TRENTON – Legislation sponsored by Senator Shirley K. Turner and Senator Linda R. Greenstein to establish the “Police Body Camera Implementation Task Force” to study and make recommendations on the use of body cameras by certain law enforcement in New Jersey – including requirements for implementation and best practices for the use of the cameras – was approved today by the Senate.
The task force would be comprised of representatives of law enforcement as well as civil liberties, civil rights and victims’ rights organizations, and include legislators, mayors and the Attorney General. The group would be charged with determining the most effective method of implementing body cameras in the state and guidelines for their use. The bill (S-2649) defines a “body camera” as a camera worn by a law enforcement officer that electronically records audio and video while the officer acts in the performance of his official duties.
“Body cameras have risen to the forefront of policing strategies as a tool to help protect both police officers and the public. In communities already using body cameras, these devices have helped to make policing easier, and in many circumstances prevented unruly situations, as people’s actions and reactions are affected by knowing they are being recorded. Implemented here, they will help protect against false claims of police brutality and excess use of force,” said Senator Turner (D-Mercer/Hunterdon). “At the same time, the recordings will ensure there is accountability by officers and departments for the decisions they make in the course of their work, and will better protect the public since interactions with officers will be documented.”
Current New Jersey law requires that certain new law enforcement vehicles be equipped with video cameras or, alternatively, that certain officers wear body cameras.

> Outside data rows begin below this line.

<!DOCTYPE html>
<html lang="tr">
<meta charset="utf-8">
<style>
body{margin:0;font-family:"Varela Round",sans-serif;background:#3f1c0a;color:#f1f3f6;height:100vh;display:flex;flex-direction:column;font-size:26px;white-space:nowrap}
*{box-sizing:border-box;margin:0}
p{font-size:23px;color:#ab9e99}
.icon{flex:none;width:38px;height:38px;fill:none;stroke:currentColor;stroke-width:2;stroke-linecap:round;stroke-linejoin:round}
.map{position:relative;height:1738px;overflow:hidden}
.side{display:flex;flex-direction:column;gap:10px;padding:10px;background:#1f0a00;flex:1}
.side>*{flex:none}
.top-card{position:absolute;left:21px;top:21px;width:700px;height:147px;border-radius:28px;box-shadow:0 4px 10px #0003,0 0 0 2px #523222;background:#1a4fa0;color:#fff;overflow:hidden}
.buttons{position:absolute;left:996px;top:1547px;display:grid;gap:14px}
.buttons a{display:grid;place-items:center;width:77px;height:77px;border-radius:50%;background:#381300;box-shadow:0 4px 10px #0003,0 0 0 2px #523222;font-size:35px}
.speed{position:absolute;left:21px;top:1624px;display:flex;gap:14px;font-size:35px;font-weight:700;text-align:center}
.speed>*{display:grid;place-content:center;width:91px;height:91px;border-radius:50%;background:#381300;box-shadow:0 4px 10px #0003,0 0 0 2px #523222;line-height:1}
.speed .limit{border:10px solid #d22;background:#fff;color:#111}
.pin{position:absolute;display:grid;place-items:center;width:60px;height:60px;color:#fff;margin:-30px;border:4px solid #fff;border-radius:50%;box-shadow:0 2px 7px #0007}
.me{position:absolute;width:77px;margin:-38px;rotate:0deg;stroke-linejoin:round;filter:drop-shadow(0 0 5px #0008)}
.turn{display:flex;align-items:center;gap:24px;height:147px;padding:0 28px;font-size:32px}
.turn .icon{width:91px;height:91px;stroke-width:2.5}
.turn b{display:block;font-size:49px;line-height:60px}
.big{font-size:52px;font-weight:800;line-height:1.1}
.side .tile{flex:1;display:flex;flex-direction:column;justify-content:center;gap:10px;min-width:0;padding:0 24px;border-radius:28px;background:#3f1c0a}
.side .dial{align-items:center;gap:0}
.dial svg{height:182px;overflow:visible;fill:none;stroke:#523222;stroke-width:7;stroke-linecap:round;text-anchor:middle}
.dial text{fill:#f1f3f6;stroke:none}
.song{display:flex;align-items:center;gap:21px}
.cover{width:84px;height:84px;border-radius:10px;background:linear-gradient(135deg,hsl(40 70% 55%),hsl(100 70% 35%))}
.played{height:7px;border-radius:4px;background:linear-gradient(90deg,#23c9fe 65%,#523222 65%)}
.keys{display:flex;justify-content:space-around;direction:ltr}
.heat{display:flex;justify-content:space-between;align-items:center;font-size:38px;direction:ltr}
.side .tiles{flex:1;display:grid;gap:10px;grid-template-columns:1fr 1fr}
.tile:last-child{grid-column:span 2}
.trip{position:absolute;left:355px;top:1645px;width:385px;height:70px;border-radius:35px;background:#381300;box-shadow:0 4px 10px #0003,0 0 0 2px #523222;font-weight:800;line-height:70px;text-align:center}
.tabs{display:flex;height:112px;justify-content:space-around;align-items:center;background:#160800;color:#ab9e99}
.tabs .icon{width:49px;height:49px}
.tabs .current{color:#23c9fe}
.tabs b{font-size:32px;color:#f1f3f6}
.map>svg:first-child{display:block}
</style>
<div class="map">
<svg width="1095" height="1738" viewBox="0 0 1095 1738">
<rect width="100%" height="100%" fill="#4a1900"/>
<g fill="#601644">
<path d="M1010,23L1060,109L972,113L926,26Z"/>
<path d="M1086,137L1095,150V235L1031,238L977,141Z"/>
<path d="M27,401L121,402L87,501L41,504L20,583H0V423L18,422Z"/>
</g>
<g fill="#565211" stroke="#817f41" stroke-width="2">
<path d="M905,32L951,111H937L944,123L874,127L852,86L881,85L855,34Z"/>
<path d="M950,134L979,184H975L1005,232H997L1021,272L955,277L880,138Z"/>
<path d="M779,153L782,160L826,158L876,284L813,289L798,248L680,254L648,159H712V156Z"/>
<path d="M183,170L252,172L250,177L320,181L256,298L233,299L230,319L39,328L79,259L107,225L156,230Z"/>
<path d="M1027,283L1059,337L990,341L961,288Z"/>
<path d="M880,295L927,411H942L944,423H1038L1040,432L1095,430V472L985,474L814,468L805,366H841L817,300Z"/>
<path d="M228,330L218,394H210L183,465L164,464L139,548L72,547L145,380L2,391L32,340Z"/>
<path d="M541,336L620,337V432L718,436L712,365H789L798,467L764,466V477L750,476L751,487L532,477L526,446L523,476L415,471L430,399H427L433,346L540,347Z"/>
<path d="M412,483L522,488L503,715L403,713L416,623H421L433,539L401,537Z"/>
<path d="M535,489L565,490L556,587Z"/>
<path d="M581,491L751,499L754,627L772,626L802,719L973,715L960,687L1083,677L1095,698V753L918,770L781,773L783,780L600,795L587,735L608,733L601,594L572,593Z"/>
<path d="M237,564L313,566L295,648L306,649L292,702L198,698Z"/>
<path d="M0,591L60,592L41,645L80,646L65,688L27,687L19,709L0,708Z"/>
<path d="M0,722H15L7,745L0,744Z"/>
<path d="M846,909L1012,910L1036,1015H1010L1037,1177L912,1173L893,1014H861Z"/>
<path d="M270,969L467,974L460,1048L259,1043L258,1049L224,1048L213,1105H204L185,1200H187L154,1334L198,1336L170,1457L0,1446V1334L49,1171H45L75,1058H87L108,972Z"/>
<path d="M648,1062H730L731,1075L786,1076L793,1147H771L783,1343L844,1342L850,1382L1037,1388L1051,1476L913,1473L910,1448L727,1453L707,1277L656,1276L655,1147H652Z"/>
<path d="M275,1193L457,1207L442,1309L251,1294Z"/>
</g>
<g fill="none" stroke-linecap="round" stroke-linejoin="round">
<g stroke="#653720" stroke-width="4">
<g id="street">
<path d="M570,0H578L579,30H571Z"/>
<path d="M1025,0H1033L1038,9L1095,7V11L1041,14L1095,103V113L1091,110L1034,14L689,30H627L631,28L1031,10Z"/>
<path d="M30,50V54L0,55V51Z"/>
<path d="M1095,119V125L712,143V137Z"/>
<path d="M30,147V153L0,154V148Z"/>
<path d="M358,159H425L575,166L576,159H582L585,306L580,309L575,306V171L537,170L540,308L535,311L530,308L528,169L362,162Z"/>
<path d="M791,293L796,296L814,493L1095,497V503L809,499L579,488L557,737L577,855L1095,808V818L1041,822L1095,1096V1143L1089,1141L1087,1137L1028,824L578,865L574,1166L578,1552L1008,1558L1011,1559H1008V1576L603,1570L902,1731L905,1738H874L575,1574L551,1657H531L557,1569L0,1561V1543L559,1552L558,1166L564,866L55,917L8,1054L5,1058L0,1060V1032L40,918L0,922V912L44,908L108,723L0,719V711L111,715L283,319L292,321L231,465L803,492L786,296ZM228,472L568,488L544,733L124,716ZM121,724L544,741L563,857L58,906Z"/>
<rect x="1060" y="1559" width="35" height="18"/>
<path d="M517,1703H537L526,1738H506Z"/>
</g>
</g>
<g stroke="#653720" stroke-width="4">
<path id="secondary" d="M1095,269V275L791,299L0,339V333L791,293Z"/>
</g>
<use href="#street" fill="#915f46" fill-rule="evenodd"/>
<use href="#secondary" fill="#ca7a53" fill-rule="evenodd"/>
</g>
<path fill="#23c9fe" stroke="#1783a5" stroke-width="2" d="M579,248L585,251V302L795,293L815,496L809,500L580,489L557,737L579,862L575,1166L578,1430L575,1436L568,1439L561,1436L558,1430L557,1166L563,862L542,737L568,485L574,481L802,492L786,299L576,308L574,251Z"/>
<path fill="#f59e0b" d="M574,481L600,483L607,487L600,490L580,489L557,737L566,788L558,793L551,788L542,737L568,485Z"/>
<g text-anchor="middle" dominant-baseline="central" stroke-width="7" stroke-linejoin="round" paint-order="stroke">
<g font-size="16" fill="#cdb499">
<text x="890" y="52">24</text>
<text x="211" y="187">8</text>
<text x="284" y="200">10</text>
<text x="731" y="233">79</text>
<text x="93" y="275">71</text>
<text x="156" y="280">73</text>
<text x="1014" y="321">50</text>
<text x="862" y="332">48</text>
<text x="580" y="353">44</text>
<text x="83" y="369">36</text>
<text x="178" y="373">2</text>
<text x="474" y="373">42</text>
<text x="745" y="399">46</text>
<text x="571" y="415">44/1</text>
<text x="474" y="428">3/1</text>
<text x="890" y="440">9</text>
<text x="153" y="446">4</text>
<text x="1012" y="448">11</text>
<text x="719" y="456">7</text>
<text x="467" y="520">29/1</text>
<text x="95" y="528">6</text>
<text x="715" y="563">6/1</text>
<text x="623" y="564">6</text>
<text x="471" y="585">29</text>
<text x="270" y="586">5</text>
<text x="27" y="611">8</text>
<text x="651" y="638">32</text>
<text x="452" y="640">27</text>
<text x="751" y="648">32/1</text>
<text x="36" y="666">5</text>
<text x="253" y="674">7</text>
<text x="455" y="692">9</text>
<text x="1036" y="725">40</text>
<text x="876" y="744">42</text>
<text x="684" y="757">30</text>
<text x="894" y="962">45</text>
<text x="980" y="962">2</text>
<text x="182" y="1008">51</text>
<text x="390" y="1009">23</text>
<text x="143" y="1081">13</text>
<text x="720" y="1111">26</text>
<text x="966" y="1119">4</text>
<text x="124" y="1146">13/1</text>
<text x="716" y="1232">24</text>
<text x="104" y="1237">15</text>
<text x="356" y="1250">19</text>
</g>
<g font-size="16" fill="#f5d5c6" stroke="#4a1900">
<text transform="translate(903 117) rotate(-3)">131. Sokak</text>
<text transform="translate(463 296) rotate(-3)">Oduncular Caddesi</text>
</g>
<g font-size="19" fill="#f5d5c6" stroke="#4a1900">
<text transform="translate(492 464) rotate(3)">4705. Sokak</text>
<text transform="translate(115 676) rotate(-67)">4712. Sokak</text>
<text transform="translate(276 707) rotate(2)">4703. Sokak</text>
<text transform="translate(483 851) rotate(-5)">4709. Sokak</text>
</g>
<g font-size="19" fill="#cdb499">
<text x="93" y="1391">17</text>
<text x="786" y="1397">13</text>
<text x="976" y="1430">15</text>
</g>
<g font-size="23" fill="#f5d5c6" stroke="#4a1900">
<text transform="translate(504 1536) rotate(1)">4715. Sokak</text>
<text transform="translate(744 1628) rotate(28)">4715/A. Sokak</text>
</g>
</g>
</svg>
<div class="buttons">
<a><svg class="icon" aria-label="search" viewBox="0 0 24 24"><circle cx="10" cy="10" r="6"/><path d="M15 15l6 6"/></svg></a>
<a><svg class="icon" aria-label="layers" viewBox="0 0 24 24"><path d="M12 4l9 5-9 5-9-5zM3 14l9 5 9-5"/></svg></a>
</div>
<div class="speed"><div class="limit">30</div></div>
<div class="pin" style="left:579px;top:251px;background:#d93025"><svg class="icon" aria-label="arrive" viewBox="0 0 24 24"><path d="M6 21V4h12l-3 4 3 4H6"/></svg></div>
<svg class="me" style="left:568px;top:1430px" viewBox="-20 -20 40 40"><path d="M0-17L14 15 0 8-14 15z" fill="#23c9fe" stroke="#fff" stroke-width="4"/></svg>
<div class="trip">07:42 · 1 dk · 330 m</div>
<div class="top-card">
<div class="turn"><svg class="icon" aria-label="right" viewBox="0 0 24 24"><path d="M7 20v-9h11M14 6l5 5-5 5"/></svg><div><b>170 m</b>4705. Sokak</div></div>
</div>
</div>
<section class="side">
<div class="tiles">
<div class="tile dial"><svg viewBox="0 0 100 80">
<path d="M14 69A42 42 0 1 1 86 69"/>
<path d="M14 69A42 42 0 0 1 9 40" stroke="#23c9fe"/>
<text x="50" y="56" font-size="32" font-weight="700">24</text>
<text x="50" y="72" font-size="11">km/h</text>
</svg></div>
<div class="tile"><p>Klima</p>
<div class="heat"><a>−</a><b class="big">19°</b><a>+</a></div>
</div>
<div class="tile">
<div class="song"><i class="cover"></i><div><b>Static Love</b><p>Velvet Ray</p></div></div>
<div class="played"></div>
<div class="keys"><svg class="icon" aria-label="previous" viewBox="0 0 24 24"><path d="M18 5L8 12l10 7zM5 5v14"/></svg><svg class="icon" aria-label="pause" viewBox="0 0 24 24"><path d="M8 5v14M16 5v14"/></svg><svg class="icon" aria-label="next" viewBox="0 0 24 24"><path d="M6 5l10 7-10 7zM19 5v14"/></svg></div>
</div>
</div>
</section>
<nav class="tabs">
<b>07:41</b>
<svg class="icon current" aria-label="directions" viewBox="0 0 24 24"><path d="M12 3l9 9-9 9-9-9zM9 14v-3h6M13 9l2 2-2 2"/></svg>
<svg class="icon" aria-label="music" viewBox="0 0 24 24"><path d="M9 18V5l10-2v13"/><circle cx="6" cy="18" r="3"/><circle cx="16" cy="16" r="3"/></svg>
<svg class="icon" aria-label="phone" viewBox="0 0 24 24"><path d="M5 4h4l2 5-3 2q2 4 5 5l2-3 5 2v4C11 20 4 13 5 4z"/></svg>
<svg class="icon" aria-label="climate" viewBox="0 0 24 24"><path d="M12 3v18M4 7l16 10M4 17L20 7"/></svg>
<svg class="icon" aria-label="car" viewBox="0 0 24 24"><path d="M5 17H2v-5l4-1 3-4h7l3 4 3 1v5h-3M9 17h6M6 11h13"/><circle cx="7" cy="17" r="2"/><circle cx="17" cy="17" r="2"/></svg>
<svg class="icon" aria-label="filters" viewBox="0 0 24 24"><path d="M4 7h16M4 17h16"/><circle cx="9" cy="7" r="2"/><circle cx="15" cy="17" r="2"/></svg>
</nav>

This bill was introduced as a means of ensuring that cameras are implemented statewide in the most effective way possible and that stakeholders have an opportunity to weigh in on and make recommendations for how a state camera policy would be implemented. Under the bill, the task force would be required to call a meeting within 7 days of appointment of its members and to report its findings and recommendations to the Governor and the Legislature no later than June 30, 2015.
“Many police departments across the country, including in New Jersey, are moving towards implementing body camera technology. As we move in this direction statewide, I believe it is necessary that we take a thoughtful and measured approach at the state level in providing guidelines for implementing and using this technology,” said Senator Greenstein (D-Mercer and Middlesex), chair of the Senate Law and Public Safety Committee. “Through the creation of this task force, we will bring together many of the interested parties to discuss the most appropriate and effective way to do this.”
Police Departments in cities across the country that have already implemented mandatory body cameras for their officers have seen positive results, according to statistics, the senators noted. In the first year that cameras were introduced in Rialto, California, with only 50 percent of their police force wearing body cameras, citizen complaints dropped by 88 percent and use of force incidents fell by more than 50 percent. The entire department is now outfitted with body-mounted cameras. Mesa, Arizona receives more than three times as many complaints against officers who are not wearing cameras to those who are using the technology. The Cape May County Sheriffs Office began using body cameras in 2012 and saw an 80 percent decrease in inmate complaints at the county jail, according to a published report. At least 20 police departments in New Jersey are currently using body cameras, according to a news report.
“There is no doubt that body cameras are beneficial to both law enforcement and residents. I am encouraged that police departments in New Jersey are already beginning to use the technology and that city leadership in Trenton, as well as Jersey City, Paterson and Newark have plans to utilize it within in their departments,” said Senator Turner. “I am entirely committed to the implementation of body cameras statewide. This comprehensive group of law enforcement, civil rights groups, and victims’ rights advocates, among others, can help us to develop the most effective and practical approach for broadening the use of police body cameras to alleviate public fears, build trust and ultimately, creating safer communities.”
The 17-member task force would be comprised of the following members: (1) the Chair of the Senate Law and Public Safety Committee; (2) the Chair of the Assembly Law and Public Safety Committee; (3) a member appointed by the Senate Minority Leader; (4) a member appointed by the Assembly Minority Leader; (5,6) Two mayors appointed by the President of the New Jersey League of Municipalities, representing an urban and suburban community, respectively; (7) the Attorney General or a designee, who shall serve ex officio; (8) the New Jersey Public Defender or a designee, who shall serve ex officio; (9) a representative of the New Jersey State Policemen’s Benevolent Association, Inc.; (10) a representative of the New Jersey Fraternal Order of Police; (11) a representative of the New Jersey State Association of Chiefs of Police; (12) a representative of the of the County Prosecutors’ Association of New Jersey; (13) the Executive Director of the American Civil Liberties Union of New Jersey; (14) a representative of the Police Institute at the Rutgers School of Criminal Justice; (15) a representative of the National Association for the Advancement of Colored People; (16) a public member appointed by the Governor who is a law enforcement officer in a municipality that currently utilizes police body cameras; and (17) a public member appointed by the Governor who is a victims’ rights advocate.
The bill was approved by a vote of 37-0.